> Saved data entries
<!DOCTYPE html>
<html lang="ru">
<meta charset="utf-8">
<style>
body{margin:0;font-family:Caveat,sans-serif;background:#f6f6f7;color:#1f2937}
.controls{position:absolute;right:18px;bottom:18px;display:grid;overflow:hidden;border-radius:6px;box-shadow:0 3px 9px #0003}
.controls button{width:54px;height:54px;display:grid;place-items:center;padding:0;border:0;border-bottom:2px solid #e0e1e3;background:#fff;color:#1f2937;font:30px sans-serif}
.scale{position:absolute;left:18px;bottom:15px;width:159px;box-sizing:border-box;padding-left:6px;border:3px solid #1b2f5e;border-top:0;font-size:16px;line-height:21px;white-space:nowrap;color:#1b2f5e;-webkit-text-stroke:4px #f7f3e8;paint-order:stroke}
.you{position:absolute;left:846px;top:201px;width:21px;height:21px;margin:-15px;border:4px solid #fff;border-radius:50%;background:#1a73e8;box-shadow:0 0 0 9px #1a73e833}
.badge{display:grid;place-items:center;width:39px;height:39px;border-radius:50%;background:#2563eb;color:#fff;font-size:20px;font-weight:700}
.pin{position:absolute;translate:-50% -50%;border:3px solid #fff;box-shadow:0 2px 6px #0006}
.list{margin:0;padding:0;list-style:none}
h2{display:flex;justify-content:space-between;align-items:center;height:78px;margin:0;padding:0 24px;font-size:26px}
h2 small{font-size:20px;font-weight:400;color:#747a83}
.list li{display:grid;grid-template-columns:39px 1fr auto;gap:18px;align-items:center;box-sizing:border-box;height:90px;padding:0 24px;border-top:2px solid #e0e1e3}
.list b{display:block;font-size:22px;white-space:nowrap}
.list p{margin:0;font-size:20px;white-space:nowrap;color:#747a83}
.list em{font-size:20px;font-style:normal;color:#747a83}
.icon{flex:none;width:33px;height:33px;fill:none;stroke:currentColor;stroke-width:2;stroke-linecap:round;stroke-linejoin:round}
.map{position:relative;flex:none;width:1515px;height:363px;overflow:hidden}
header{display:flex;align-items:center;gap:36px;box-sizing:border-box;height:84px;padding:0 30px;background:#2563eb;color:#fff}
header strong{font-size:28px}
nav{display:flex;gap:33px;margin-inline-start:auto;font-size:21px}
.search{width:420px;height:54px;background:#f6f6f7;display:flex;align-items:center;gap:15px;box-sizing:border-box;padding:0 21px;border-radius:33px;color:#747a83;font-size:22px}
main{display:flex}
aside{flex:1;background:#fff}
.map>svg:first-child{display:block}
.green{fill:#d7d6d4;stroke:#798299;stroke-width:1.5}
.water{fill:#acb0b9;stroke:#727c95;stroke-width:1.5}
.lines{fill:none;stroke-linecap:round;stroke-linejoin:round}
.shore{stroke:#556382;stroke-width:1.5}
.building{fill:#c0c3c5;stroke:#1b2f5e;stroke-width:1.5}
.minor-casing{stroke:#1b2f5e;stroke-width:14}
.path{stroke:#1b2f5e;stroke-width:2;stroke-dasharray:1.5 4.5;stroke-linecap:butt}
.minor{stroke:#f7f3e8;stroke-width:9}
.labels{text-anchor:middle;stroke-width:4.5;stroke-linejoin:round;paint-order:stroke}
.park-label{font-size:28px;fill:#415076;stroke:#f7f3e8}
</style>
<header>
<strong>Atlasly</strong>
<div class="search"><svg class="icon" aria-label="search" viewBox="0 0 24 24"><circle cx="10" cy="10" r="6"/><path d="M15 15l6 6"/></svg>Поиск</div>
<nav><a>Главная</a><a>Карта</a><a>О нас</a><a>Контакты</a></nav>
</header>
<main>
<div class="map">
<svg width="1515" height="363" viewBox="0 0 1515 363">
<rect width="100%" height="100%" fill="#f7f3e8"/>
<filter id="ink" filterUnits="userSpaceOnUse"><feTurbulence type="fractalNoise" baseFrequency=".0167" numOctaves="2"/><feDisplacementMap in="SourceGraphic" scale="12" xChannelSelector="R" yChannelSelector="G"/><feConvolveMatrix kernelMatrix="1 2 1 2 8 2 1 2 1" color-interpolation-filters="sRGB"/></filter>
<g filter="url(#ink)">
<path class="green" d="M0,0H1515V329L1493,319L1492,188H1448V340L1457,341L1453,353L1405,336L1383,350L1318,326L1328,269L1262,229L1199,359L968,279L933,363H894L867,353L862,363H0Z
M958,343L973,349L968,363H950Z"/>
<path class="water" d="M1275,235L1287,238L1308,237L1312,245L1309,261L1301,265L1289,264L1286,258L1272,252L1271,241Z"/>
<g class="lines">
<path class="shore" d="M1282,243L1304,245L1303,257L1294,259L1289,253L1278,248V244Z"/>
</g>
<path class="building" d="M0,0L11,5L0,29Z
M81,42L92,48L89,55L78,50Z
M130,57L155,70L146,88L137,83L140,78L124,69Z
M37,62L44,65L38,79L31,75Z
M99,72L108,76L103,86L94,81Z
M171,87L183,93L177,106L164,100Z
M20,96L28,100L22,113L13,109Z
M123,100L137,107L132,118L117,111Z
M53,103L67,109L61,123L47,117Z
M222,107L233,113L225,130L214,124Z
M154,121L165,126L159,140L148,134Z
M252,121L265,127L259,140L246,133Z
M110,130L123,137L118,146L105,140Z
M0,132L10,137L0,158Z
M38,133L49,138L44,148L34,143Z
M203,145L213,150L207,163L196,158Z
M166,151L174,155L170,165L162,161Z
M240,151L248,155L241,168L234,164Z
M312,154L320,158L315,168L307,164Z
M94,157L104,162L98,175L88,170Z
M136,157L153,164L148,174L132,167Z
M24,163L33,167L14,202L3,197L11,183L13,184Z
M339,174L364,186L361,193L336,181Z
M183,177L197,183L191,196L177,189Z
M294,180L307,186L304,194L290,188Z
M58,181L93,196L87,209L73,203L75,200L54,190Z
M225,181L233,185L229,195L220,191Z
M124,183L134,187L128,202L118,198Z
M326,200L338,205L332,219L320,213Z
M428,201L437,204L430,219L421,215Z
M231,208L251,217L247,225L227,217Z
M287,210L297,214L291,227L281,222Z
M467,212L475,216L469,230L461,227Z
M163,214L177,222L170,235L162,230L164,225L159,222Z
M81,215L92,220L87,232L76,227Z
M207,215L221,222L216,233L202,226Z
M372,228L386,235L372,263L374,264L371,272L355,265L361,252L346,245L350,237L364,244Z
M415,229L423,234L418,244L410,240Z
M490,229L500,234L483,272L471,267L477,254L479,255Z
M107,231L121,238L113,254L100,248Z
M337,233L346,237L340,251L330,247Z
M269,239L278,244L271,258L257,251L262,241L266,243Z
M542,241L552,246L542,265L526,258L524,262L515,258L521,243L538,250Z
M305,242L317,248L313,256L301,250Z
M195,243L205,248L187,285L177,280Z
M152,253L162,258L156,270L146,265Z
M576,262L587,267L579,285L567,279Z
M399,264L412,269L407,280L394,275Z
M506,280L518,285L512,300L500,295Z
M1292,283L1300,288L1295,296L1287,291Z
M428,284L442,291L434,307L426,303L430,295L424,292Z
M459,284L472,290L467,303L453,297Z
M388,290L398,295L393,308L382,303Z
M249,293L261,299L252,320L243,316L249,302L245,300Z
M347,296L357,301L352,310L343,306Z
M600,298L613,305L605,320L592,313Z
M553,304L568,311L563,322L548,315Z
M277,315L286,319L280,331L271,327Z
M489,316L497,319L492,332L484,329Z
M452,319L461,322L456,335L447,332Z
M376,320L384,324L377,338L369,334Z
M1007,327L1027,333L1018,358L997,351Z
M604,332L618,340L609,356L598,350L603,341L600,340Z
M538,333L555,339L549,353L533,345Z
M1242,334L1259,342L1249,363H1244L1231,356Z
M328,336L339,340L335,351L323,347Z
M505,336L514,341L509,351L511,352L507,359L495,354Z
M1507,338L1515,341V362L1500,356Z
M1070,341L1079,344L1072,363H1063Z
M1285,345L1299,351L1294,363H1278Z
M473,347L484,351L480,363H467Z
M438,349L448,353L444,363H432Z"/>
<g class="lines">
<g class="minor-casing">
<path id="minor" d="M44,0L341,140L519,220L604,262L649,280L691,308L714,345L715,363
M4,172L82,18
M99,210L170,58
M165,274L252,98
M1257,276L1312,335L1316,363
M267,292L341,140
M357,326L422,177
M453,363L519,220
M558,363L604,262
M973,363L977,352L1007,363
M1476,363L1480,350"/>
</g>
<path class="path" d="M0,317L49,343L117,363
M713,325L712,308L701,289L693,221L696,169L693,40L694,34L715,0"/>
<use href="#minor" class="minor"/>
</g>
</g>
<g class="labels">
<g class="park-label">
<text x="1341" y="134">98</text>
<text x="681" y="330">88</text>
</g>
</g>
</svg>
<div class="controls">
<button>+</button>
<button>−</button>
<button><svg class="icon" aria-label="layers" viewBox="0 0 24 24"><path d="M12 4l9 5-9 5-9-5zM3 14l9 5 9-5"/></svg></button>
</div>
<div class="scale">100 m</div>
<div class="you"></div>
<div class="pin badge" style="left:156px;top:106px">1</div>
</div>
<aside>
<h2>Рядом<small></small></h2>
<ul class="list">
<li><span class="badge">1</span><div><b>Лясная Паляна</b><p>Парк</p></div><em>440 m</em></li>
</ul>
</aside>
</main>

> WORK ITEM
Each line from the one that contains "<h2>Рядом<small></small></h2>" to the end of the data should be set down exactly, both ends included.

> OUTPUT
<h2>Рядом<small></small></h2>
<ul class="list">
<li><span class="badge">1</span><div><b>Лясная Паляна</b><p>Парк</p></div><em>440 m</em></li>
</ul>
</aside>
</main>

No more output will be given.